After the success of his first American film, the acidly cynical Sweet Smell of Success (1957), Alexander Mackendrick drifted for five years. Forced to leave two further productions - including The Guns of Navarone (to be replaced by J. Lee Thompson) - after disagreements with cast and producers who failed to understand his vision, he spent some time directing Horlicks commercials, directed a largely unsuccessful Broadway play, and failed to get a favourite old film project, Mary Queen of Scots, off the ground. Finally he accepted an invitation from former Ealing head Michael Balcon, now chairman of Bryanston Films, to direct Sammy Going South (1963).
The film was adapted by W.H. Canaway from his own novel about a young orphaned English boy who doggedly treks his way across Africa to Durban, in search of an Aunt he has never met.
Sammy Going South tends to be seen as part of an informal trilogy of films, sandwiched by Mandy (1952) and A High Wind in Jamaica (1965), which demonstrate Mackendrick's unusual ability to draw fine performances from child actors (in this case 10 year old Fergus McClelland), without resorting to sentimentality.
Balcon saw the story as a heartwarming tale of a young innocent's triumph over adversity, against the fantastic scenery of the African continent. Characteristically, Mackendrick's understanding was altogether darker: he saw it as "the inward odyssey of a deeply disturbed child, who destroys everybody he comes up against".

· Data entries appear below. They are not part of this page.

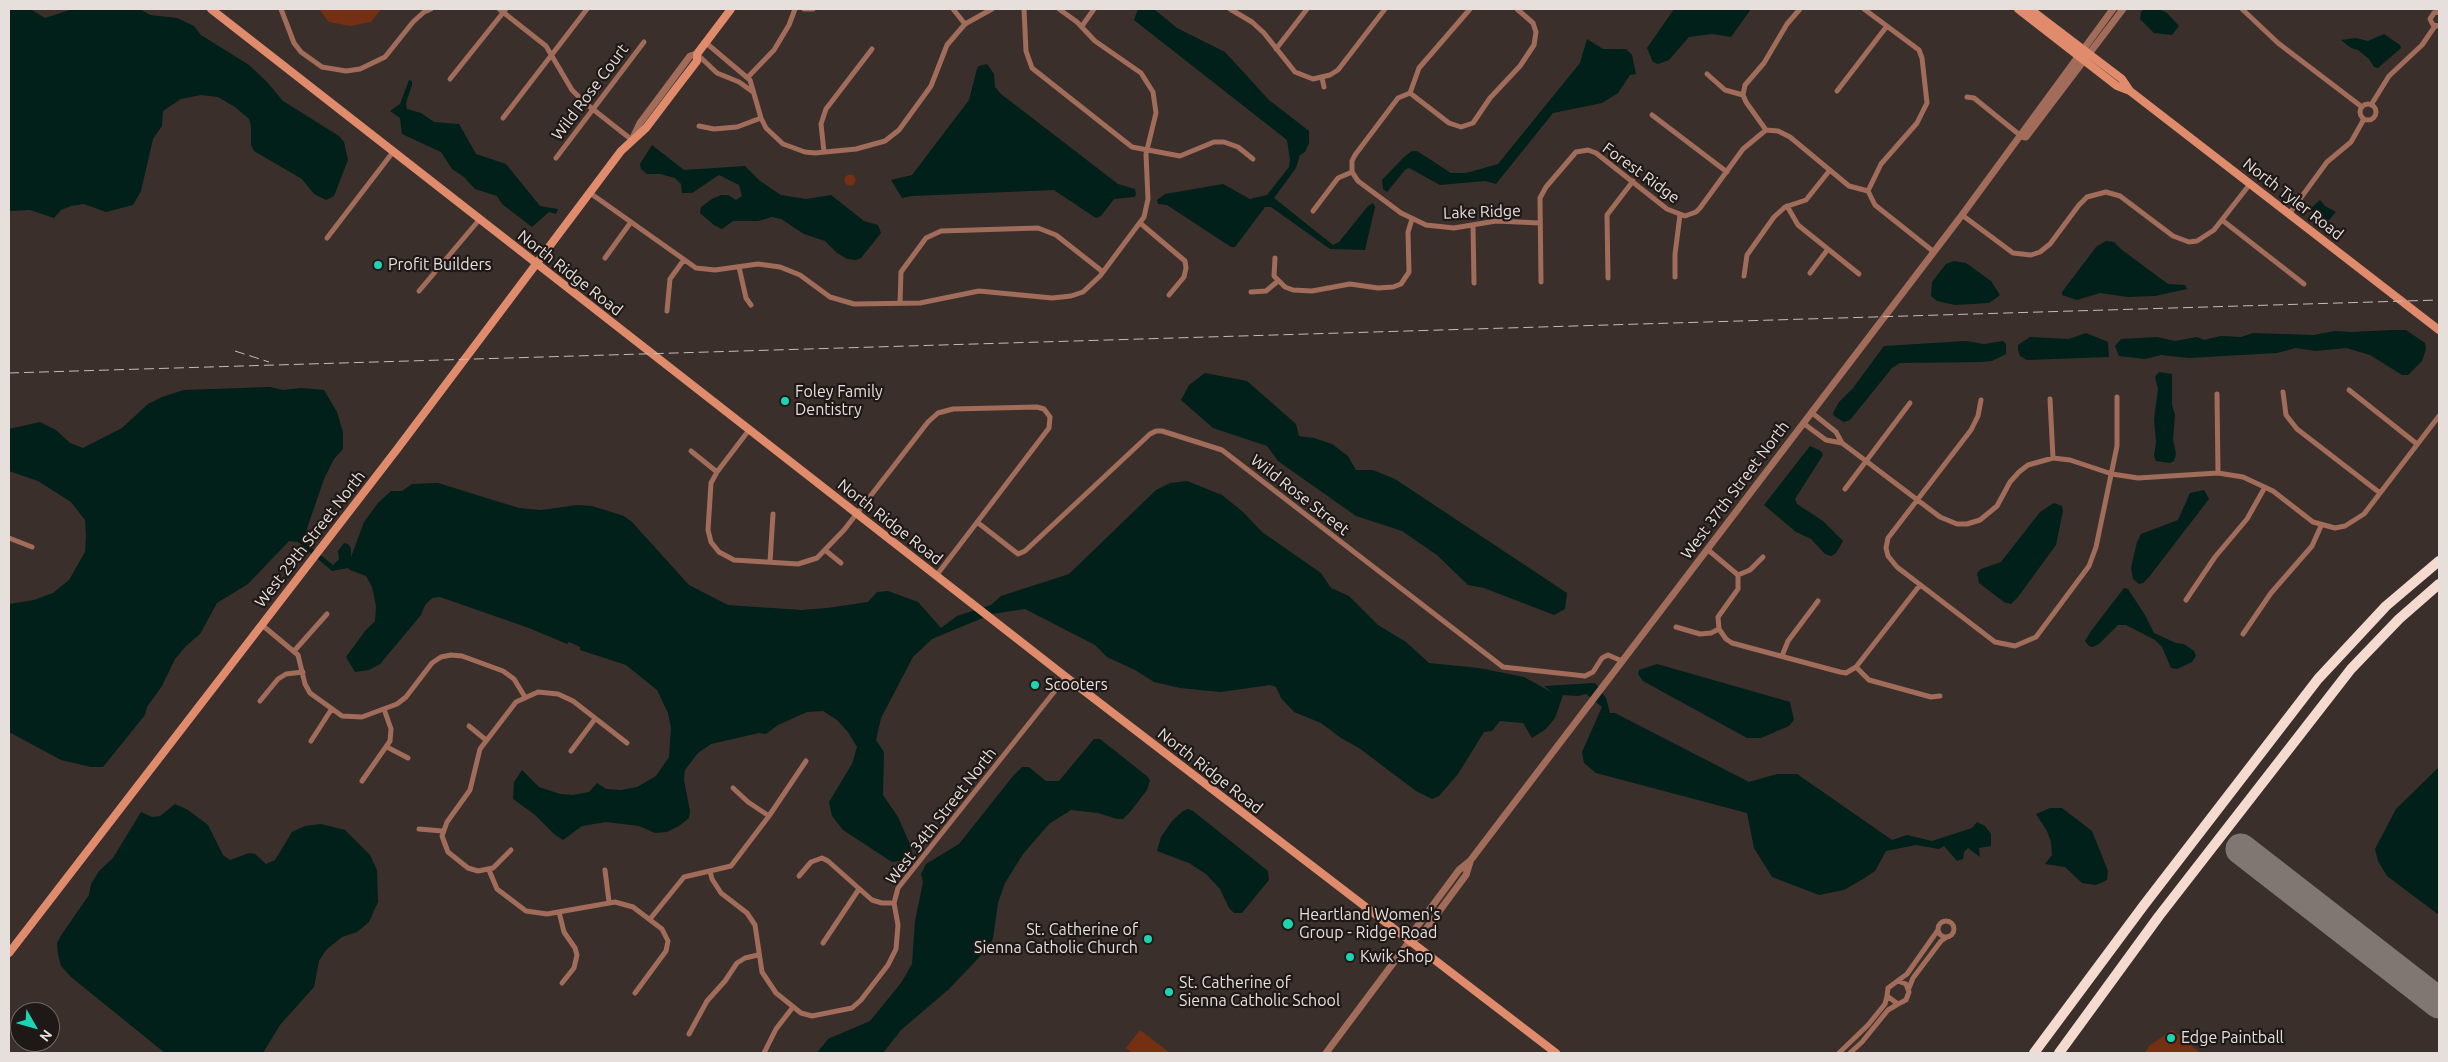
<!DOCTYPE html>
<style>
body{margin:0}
#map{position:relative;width:2448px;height:1062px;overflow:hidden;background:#3a2f2b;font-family:Ubuntu,sans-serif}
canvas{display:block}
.frame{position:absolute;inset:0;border:10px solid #e7dfdc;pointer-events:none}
.north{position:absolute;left:10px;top:1002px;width:50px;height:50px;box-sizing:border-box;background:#1e1816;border:1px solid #6e6865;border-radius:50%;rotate:128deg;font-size:14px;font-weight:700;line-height:20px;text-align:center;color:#e7dfdc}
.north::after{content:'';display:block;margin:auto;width:18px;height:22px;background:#1ad5b2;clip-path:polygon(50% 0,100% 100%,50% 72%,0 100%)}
</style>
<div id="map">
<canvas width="2448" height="1062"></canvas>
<div class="frame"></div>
<div class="north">N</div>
</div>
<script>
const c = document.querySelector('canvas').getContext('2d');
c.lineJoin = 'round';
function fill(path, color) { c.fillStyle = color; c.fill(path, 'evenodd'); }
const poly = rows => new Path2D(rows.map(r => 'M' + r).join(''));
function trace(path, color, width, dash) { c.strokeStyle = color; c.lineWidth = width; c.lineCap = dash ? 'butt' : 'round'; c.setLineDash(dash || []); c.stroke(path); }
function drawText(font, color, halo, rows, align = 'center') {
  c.font = font + ' Ubuntu,sans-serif'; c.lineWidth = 4.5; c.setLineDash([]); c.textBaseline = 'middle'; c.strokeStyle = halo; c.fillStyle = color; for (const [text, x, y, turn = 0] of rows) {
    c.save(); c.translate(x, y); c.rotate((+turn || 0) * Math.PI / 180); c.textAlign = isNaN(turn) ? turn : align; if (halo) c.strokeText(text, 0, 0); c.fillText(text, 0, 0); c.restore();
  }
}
fill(poly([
 [319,9,381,9,371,22,350,26,329,22],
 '844.5 180a5.5 5.5 0 1 1 11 0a5.5 5.5 0 1 1-11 0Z',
 [1140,1030,1170,1053,1132,1053,1126,1048],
 [2172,1030,2198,1051,2196,1053,2145,1053,2149,1046]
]), '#753014');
fill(poly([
 [9,9,30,9,45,18,73,9,140,9,150,15,177,18,194,26,201,35,249,65,267,82,283,101,339,136,344,142,348,160,334,196,326,200,314,194,302,179,254,151,251,145,251,126,249,119,235,107,218,97,201,95,181,99,163,111,162,126,153,139,141,191,133,205,106,212,84,204,71,206,61,210,54,218,30,210,9,211],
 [1138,9,1154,9,1177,28,1225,52,1269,100,1309,131,1309,143,1305,152,1300,155,1296,168,1274,198,1333,245,1339,242,1368,206,1373,203,1375,207,1365,250,1330,249,1271,207,1265,207,1235,247,1231,247,1167,205,1158,204,1157,200,1165,194,1223,184,1250,199,1267,195,1289,167,1290,160,1287,140,1134,20],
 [1674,9,1751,9,1731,37,1712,34,1689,37,1669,60,1658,64,1653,62,1647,48],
 [2144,9,2159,9,2167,13,2179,26,2172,35,2154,33,2140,19,2141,12],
 [2384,34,2400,45,2401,48,2378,68,2374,67,2369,59,2358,50,2351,48,2341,40,2356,38,2368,41],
 [1587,39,1603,49,1626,49,1632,55,1636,74,1630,75,1618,93,1602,103,1553,113,1496,184,1485,181,1440,185,1409,168,1405,170,1387,192,1383,189,1382,180,1404,157,1412,151,1417,151,1451,173,1466,173,1498,164,1580,63],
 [987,64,994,74,995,87,1001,94,1118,184,1135,189,1136,195,1134,197,1114,199,1101,216,1096,218,1054,190,912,196,902,198,891,180,912,175,969,100,977,69,979,66],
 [409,80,412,81,412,85,406,103,407,109,421,113,434,122,459,124,476,154,506,164,540,206,558,209,556,214,549,212,532,227,502,204,497,196,475,189,464,177,452,169,441,152,402,134,400,118,390,111,400,104],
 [652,145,684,170,745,166,760,181,781,195,806,199,831,195,864,221,878,225,881,233,861,258,856,260,847,259,837,253,825,241,804,234,781,219,772,217,758,221,733,221,722,229,714,225,700,213,701,207,712,199,721,195,728,195,736,200,742,196,739,185,719,175,692,193,682,193,681,184,675,178,660,174,647,174,641,169,640,164],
 [2320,200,2325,206,2336,212,2329,220,2319,218,2310,209],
 [2106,241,2114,242,2122,250,2168,284,2185,285,2187,289,2155,296,2128,297,2100,293,2077,300,2062,295,2062,292,2096,247],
 [1954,261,1966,263,1984,276,1991,281,2000,295,1989,303,1955,305,1937,301,1931,296,1932,282,1946,264],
 [2392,330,2406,330,2425,343,2426,349,2422,361,2408,375,2402,375,2370,355,2346,348,2316,351,2296,348,2277,353,2189,358,2161,355,2145,359,2119,356,2115,346,2121,339,2157,337,2175,341,2197,337,2204,340,2221,336,2241,337,2253,333,2314,335,2334,331,2352,332],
 [2086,333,2108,342,2109,357,2027,360,2020,356,2018,350,2018,345,2030,337,2069,339],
 [1966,341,1984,344,2003,341,2006,344,2006,354,1992,361,1981,362,1900,363,1892,368,1850,420,1844,422,1834,416,1833,413,1839,402,1853,388,1884,346],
 [2159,372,2172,374,2172,405,2175,415,2173,439,2176,454,2174,461,2170,463,2156,461,2154,456,2156,442,2154,419,2158,389,2155,377],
 [1205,373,1247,381,1296,424,1299,436,1314,438,1332,444,1348,456,1356,470,1373,470,1395,479,1567,593,1565,609,1554,615,1484,588,1468,585,1437,555,1402,531,1356,516,1278,461,1267,446,1213,428,1181,400,1189,385],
 [270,387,283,390,301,388,324,390,337,412,343,432,343,449,334,459,324,479,304,537,308,545,333,565,339,559,338,551,344,543,348,544,351,548,351,557,364,522,378,503,391,491,402,491,412,484,438,483,519,508,541,510,577,505,592,506,624,516,632,522,689,585,728,605,801,610,827,608,868,602,877,592,888,591,918,602,941,628,957,616,991,605,1001,596,1069,574,1156,490,1170,483,1187,481,1222,495,1243,512,1262,532,1321,573,1331,588,1349,596,1378,625,1406,642,1429,663,1479,668,1524,677,1553,693,1544,686,1595,683,1606,698,1610,713,1615,713,1749,782,1777,774,1797,774,1892,840,1907,835,1932,841,1972,828,1977,822,1985,826,1991,834,1991,846,1979,848,1980,857,1968,848,1964,852,1963,859,1957,861,1944,846,1939,849,1916,845,1886,851,1875,871,1863,879,1844,890,1819,895,1772,877,1754,848,1747,813,1596,773,1584,763,1582,752,1602,707,1586,694,1578,696,1563,695,1555,718,1546,729,1532,738,1523,723,1500,721,1492,731,1484,732,1458,774,1439,796,1432,799,1416,791,1359,748,1341,738,1321,723,1294,712,1281,698,1276,687,1270,685,1221,692,1180,688,1154,682,1135,670,1107,657,1095,645,1025,609,992,614,932,639,913,657,881,718,876,740,884,752,883,795,898,817,909,842,913,856,910,860,892,862,843,830,832,816,829,802,852,764,857,747,848,732,837,720,823,711,807,712,778,725,766,734,759,733,711,744,698,753,685,770,684,780,690,811,689,818,679,826,667,832,655,833,639,826,606,822,582,826,563,840,554,834,534,814,513,799,514,782,522,770,539,787,560,794,573,795,589,792,597,783,606,789,621,790,637,787,656,776,669,757,671,728,668,713,657,690,626,665,580,650,580,647,569,642,567,644,529,628,440,597,432,598,425,605,421,615,380,664,369,670,355,672,346,657,365,631,375,621,376,606,372,587,366,576,350,570,348,568,332,571,298,542,289,541,248,584,217,603,200,634,186,646,175,659,162,686,147,707,145,715,103,767,91,767,61,760,9,732,9,604,34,600,53,593,69,580,85,552,86,536,85,520,71,502,38,481,9,471,9,429,40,422,56,430,70,443,83,448,122,428,148,404,162,397,184,390],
 [1810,446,1821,451,1823,455,1795,499,1797,504,1823,521,1843,541,1836,553,1831,556,1825,554,1811,539,1796,532,1764,505],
 [2204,490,2209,499,2149,577,2143,583,2139,584,2133,579,2131,568,2137,542,2141,534,2178,520,2190,493],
 [2054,503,2062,506,2063,511,2056,545,2018,597,2011,604,2004,602,1979,583,1977,573,1981,569,2001,562,2040,512],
 [2124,588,2128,589,2145,615,2154,633,2176,643,2184,644,2194,651,2196,656,2192,662,2177,669,2171,668,2162,647,2155,640,2126,625,2118,625,2100,643,2093,647,2089,646,2085,641,2091,631],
 [1657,664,1790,702,1794,720,1789,726,1761,738,1747,738,1643,681,1638,674,1639,670],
 [1094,739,1100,739,1148,777,1150,781,1147,790,1130,812,1123,819,1117,819,1098,813,1071,810,1049,824,1023,854,1005,883,998,903,993,938,990,946,949,989,901,1030,883,1053,817,1053,828,1039,870,1021,901,983,912,964,915,921,923,882,921,874,926,864,959,844,1013,776,1022,767,1029,767,1046,781,1059,781],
 [2439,767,2439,915,2387,876,2378,861,2375,849,2396,809],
 [175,804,188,810,208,825,223,855,230,860,249,853,255,854,266,864,275,860,292,832,305,826,321,824,345,830,370,855,377,870,378,902,369,922,357,932,342,937,326,950,319,961,314,987,280,1025,263,1053,165,1053,71,977,61,966,58,955,57,943,62,934,89,895,91,884,99,871,113,858,141,812,152,817,160,816],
 [2050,808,2062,808,2092,831,2108,871,2107,880,2096,885,2082,883,2065,867,2045,864,2052,855,2051,842,2047,831,2036,814],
 [1188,809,1193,811,1268,871,1269,880,1242,913,1234,913,1229,908,1220,889,1206,874,1189,863,1157,851,1161,837,1172,821,1183,811]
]), '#002019');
trace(poly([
 [2241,849,2439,1003]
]), '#807672', 31);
trace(poly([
 [281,9,294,43,301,52,322,67,346,71,360,69,385,57,413,22,424,12,431,9],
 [499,9,546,46,572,90,585,103,632,140],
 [804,9,813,9],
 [953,9,965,24],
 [1024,9,1026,51,1032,68,1132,147,1180,156,1214,142,1224,142,1238,147,1253,159],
 [1230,9,1252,22,1264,33,1295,72,1313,79,1330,75,1338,70,1385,9],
 [1864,9,1919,50,1922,58,1927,103,1917,123,1881,164,1868,191],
 [2242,9,2278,43,2362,107],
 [2439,12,2434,13,2430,19,2433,25,2439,26],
 [1082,26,1094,9],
 [705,42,750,80,761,118,766,128,783,144,805,152,815,153,856,149,885,141,899,130,931,86,947,45,965,24,992,9],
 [1276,49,1307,9],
 [698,55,717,73,739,82,753,92],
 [1707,74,1725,90,1743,95],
 [748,77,774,50,789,25,795,9],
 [1322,78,1324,87],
 [450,79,506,9],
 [1837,91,1887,26],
 [1410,93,1449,123,1461,127,1473,123,1490,98,1520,66,1534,45,1536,32,1533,23,1517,9],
 [1967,97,1974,98,2021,136],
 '2360 112a8 8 0 1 1 16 0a8 8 0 1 1-16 0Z',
 [2371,105,2389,76,2422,45,2435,26],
 [1652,115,1727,172],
 [503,118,587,9],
 [699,126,714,129,737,127,761,118],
 [1766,130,1778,131,1790,137,1849,186,1868,191,1875,205,1934,252],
 [1766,130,1746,102,1743,95,1745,85,1764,63,1787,24,1800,9],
 [824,152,821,124,826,109,872,49],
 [556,158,644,42],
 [1352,172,1358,181,1401,213,1426,225,1454,228,1496,221,1540,223],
 [1352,172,1352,161,1355,155,1398,98,1410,93,1419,68,1470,9],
 [590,193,696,268,715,270,758,264,780,267,800,275,830,297,854,304,920,303,979,291,1052,298,1071,296,1083,292,1100,276,1144,217,1148,199,1146,154,1156,113,1153,92,1141,73,1095,41,1077,22,1059,9],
 [1787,206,1798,225,1859,274],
 [1313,211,1338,178,1352,172],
 [2289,214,2327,162,2351,142,2364,119],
 [1962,215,2013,253,2031,255,2040,252,2050,244,2079,205,2087,197,2106,192,2120,196,2173,236,2189,242,2197,241,2214,230,2250,184],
 [2222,220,2304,284],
 [1140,223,1185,261,1186,268,1184,277,1169,295],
 [1473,225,1474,283],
 [327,238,393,152],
 [605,258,631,222],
 [1275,258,1274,276,1285,287,1293,290,1312,291,1350,284,1378,288,1393,287,1401,284,1409,272,1408,232,1412,219],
 [739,267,746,298,751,305],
 [1810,273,1828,249],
 [1744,276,1747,255,1774,217,1785,207,1806,200,1830,170],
 [1675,277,1675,254,1680,215],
 [1608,278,1607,215,1633,181],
 [1541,282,1540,198,1546,187,1576,152,1588,150,1596,153,1667,209,1685,216,1696,212,1700,208,1743,149,1766,130],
 [419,291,479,220],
 [1251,292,1266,291,1278,281],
 [900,303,901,272,926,238,941,231,1038,228,1056,235,1103,272],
 [667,311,670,279,683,261],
 [2349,390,2417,444],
 [2283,392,2286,415,2297,429,2380,493],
 [2217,394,2218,473],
 [2050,399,2053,458],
 [1981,400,1978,416,1971,430,1888,538,1886,548,1888,556,1897,567,1995,642,2015,646,2036,637,2089,566,2096,547,2117,446,2117,397],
 [1811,412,1836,432,1842,443,1866,461,1940,517,1957,524,1967,524,1980,520,1997,506,2010,482,2019,472,2028,465,2053,458,2070,460,2112,474,2138,478,2218,473,2243,477,2273,491,2313,522,2335,528,2345,526,2364,514,2439,416],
 [1803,423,1826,440,1842,443],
 [749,430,717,472,711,483,708,530,711,542,719,552,734,560,798,564,817,558,844,530,928,422,938,413,953,409,1037,407,1044,409,1050,417,1049,428,936,576],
 [691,451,717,472],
 [1845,489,1910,403],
 [977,522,1018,554,1025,551,1150,434,1156,431,1162,431,1222,450,1503,667,1585,676,1593,672,1602,658,1608,655,1622,661],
 [9,538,32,547],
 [1707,549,1738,575,1738,589,1718,617,1719,629,1726,639,1732,643,1840,672,1846,673,1856,667,1869,680,1931,697,1940,696],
 [825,550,841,563],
 [770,562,773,514],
 [1738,575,1750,570,1763,557],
 [2186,600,2215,557,2247,519,2265,487],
 [262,625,298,655,305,684,310,693,342,716,362,717,397,704,406,697,432,663,441,657,451,655,462,656,503,671,514,679,525,697],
 [1676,627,1700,634,1711,633,1719,629],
 [2243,634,2271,593,2312,546,2321,526],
 [295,650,327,614],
 [1782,656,1788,641,1818,601],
 [1856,667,1920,585],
 [260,701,278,679,286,674,303,672],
 [469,726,486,740],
 [311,741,331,710],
 [387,747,408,758],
 [571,751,595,719],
 [362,781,390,741,391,729,384,709],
 [769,816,806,761],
 [419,829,442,831],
 [511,850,493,868,478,871,468,868,448,852,442,836,447,822,470,790,480,749,516,702,538,692,558,694,573,701,627,743],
 [489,870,497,889,526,911,547,914,615,902,633,907,662,929,668,941,666,951,635,993],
 [605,870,609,902],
 [710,871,712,879,721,893,747,913,755,925,762,972,776,993,801,1013,812,1016,852,1008,861,1000,888,965,896,949,898,925,894,903,898,888,1066,677],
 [799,876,811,862,822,858,828,861,872,900,882,903,894,903],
 [559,912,564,932,575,948,577,955,574,968,562,983],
 [650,919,684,877,731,866,769,816,748,802,733,788],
 '1938 929a8 8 0 1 1 16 0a8 8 0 1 1-16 0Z',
 [823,943,859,889],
 [1898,981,1906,984,1909,992,1906,1000,1898,1004,1887,996,1888,988,1907,974,1938,930],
 [1909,988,1913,978,1941,941,1947,937],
 [689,1034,707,1001,725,981,737,963,745,958,758,955],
 [764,1053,776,1029,793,1007],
 [1839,1053,1868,1025,1885,1004,1887,996],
 [1850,1053,1862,1042,1888,1010,1898,1004]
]), '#a16c59', 5);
trace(poly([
 [2021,136,2026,137,2123,9],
 [632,140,640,123,690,56,697,54],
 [1410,942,1423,933,1466,875,1470,862],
 [1326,1053,1409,942,1416,928,1459,870,1470,861,1489,836,1962,215,2113,9]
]), '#a16c59', 7);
trace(poly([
 [211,9,1066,677,1556,1053],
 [2018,9,2117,86,2130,91],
 [2030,9,2122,79,2130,91,2439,330],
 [9,953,398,448,621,151,646,128,677,87,697,61,697,54,731,9]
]), '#e08b6c', 8);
trace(poly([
 [2034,1053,2144,905,2318,679,2386,606,2439,561],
 [2059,1053,2159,916,2351,669,2399,619,2439,584]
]), '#f5dad0', 10);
trace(poly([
 [235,351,269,362],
 [9,373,2439,300]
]), '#c5bcb9', 1, [10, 5]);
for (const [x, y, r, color] of [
 [378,265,5,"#1ad5b2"],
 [785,401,5,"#1ad5b2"],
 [1035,685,5,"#1ad5b2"],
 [1288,924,6,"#1ad5b2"],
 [1148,939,5,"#1ad5b2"],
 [1350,957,5,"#1ad5b2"],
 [1169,992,5,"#1ad5b2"],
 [2171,1038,5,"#1ad5b2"]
]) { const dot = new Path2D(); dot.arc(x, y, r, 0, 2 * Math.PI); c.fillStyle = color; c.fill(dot); trace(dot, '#1e1816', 2); }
drawText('16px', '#e7dfdc', '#1e1816', [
 ["Wild Rose Court",590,92,-53],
 ["Forest Ridge",1641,173,36],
 ["North Tyler Road",2293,199,38],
 ["Lake Ridge",1482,212,-2],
 ["North Ridge Road",570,273,38],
 ["West 37th Street North",1735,490,-53],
 ["Wild Rose Street",1300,495,38],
 ["North Ridge Road",890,522,38],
 ["West 29th Street North",310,539,-52],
 ["North Ridge Road",1210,771,38],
 ["West 34th Street North",941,816,-52]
]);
drawText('16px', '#e7dfdc', '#1e1816', [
 ["Profit Builders",388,265],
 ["Foley Family",795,392],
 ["Dentistry",795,410],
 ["Scooters",1045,685],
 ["Heartland Women's",1299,915],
 ["Group - Ridge Road",1299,933],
 ["St. Catherine of",1138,930,"right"],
 ["Sienna Catholic Church",1138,948,"right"],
 ["Kwik Shop",1360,957],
 ["St. Catherine of",1179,983],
 ["Sienna Catholic School",1179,1001],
 ["Edge Paintball",2181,1038]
], 'left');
</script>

Mackendrick's attempt to satisfy these two interpretations is probably the reason the film doesn't quite succeed. Although something of Sammy's destructive anger comes through, the cutting of several key scenes - including one in which Sammy sadistically re-enacts the air attacks which killed his parents by dropping rocks on a beach full of crabs - undermines this element of the story.
Another problem is the film's tendency to peddle simplistic racial stereotypes, particularly disappointing from a director of Mackendrick's sensitivity and intelligence.
But for all its faults, Sammy Going South is far from a complete failure. In particular the initially wary friendship between the young boy and the ageing diamond smuggler Cocky Wainwright (Edward G. Robinson) is often touching.
Sammy suffered an unusually fraught production, including two members of the crew bitten by snakes and star Robinson suffering a heart attack. In a cruel epitaph, the film's box-office failure contributed to the collapse of Bryanston Films.